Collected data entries

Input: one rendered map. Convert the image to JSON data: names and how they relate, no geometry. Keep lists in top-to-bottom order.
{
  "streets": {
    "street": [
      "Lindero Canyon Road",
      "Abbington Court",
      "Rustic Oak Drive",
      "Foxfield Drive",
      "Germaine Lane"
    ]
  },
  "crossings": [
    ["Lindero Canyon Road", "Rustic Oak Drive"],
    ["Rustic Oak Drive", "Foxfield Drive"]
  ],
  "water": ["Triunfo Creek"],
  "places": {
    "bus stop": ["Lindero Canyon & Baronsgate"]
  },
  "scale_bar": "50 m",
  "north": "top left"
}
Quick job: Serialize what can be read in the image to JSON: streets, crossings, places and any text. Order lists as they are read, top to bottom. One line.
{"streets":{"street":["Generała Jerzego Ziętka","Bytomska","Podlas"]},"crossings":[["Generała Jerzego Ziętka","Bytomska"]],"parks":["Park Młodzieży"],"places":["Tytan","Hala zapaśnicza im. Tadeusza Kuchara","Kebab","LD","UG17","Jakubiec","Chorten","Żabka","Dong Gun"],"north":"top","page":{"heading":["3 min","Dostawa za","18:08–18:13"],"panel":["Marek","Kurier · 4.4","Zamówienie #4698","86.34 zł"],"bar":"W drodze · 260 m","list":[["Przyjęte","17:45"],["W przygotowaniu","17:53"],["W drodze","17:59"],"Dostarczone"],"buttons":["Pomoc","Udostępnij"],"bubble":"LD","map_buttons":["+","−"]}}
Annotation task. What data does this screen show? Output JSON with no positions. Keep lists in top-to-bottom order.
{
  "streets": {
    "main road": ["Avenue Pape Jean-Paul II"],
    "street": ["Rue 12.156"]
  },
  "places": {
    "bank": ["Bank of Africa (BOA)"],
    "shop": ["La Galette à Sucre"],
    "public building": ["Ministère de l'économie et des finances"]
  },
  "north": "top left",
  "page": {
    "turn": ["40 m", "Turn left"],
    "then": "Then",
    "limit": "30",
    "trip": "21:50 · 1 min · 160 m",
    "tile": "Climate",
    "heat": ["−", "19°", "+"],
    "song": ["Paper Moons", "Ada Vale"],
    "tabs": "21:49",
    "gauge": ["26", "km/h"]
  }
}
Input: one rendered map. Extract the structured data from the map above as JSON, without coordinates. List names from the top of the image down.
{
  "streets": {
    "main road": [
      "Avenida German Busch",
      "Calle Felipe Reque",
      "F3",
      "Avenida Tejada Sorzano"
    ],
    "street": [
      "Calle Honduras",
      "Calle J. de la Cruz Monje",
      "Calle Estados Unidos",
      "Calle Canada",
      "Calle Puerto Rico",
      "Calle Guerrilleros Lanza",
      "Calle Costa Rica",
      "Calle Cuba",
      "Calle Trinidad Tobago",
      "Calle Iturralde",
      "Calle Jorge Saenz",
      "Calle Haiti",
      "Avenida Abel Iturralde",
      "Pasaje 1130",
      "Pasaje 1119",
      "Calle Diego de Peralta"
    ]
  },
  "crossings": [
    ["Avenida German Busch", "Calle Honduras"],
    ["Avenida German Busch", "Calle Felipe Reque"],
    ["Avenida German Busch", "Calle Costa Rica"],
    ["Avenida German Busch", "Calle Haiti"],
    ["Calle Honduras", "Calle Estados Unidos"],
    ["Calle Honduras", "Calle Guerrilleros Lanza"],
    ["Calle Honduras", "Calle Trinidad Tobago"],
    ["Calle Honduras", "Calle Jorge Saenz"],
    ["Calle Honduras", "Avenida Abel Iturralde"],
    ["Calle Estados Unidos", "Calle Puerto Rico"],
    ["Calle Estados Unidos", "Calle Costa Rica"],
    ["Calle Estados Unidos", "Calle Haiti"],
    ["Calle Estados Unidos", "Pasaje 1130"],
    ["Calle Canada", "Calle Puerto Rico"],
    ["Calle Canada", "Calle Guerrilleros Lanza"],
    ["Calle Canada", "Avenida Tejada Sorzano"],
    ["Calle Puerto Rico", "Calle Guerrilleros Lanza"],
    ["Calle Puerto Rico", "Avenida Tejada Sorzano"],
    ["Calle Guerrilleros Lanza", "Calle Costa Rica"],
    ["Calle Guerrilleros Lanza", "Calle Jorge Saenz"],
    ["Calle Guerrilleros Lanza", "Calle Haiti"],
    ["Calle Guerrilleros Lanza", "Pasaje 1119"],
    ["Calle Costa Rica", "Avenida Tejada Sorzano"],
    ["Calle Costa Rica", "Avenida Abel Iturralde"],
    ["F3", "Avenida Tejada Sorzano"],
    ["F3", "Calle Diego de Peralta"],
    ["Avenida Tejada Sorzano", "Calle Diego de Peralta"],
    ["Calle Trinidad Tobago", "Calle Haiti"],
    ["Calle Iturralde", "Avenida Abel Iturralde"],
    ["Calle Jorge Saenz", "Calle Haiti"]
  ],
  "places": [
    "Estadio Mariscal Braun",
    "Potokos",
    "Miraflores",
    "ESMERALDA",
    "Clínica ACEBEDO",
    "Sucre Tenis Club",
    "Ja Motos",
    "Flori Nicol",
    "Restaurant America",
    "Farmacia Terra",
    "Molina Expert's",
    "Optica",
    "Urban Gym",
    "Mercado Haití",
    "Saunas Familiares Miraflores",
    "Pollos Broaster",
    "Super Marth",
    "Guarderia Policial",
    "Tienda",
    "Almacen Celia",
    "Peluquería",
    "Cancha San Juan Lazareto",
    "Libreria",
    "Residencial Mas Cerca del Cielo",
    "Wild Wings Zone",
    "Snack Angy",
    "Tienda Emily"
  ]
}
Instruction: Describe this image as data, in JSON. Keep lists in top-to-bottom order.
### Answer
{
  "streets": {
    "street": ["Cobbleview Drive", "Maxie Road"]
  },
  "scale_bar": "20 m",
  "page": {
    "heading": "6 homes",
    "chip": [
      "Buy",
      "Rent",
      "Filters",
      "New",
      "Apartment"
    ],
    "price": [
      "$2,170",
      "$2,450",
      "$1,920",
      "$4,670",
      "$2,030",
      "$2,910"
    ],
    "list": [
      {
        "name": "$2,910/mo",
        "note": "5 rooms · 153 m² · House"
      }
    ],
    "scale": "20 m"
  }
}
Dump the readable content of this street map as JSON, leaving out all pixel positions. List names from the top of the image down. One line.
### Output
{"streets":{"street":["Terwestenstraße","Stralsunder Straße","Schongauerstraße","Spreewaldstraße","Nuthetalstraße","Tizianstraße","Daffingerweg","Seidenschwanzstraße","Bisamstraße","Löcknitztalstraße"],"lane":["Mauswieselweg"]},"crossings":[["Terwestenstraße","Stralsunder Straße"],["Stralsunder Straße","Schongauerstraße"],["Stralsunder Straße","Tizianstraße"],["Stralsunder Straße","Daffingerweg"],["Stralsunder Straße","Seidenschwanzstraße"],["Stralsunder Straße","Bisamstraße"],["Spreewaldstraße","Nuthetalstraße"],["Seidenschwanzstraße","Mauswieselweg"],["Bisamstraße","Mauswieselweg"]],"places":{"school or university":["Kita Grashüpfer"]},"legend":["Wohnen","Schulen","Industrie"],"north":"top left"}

• [Goal of the exercise]: Show the lines above that have the word "Lanza".

• [Task response]:
      "Calle Guerrilleros Lanza",
    ["Calle Honduras", "Calle Guerrilleros Lanza"],
    ["Calle Canada", "Calle Guerrilleros Lanza"],
    ["Calle Puerto Rico", "Calle Guerrilleros Lanza"],
    ["Calle Guerrilleros Lanza", "Calle Costa Rica"],
    ["Calle Guerrilleros Lanza", "Calle Jorge Saenz"],
    ["Calle Guerrilleros Lanza", "Calle Haiti"],
    ["Calle Guerrilleros Lanza", "Pasaje 1119"],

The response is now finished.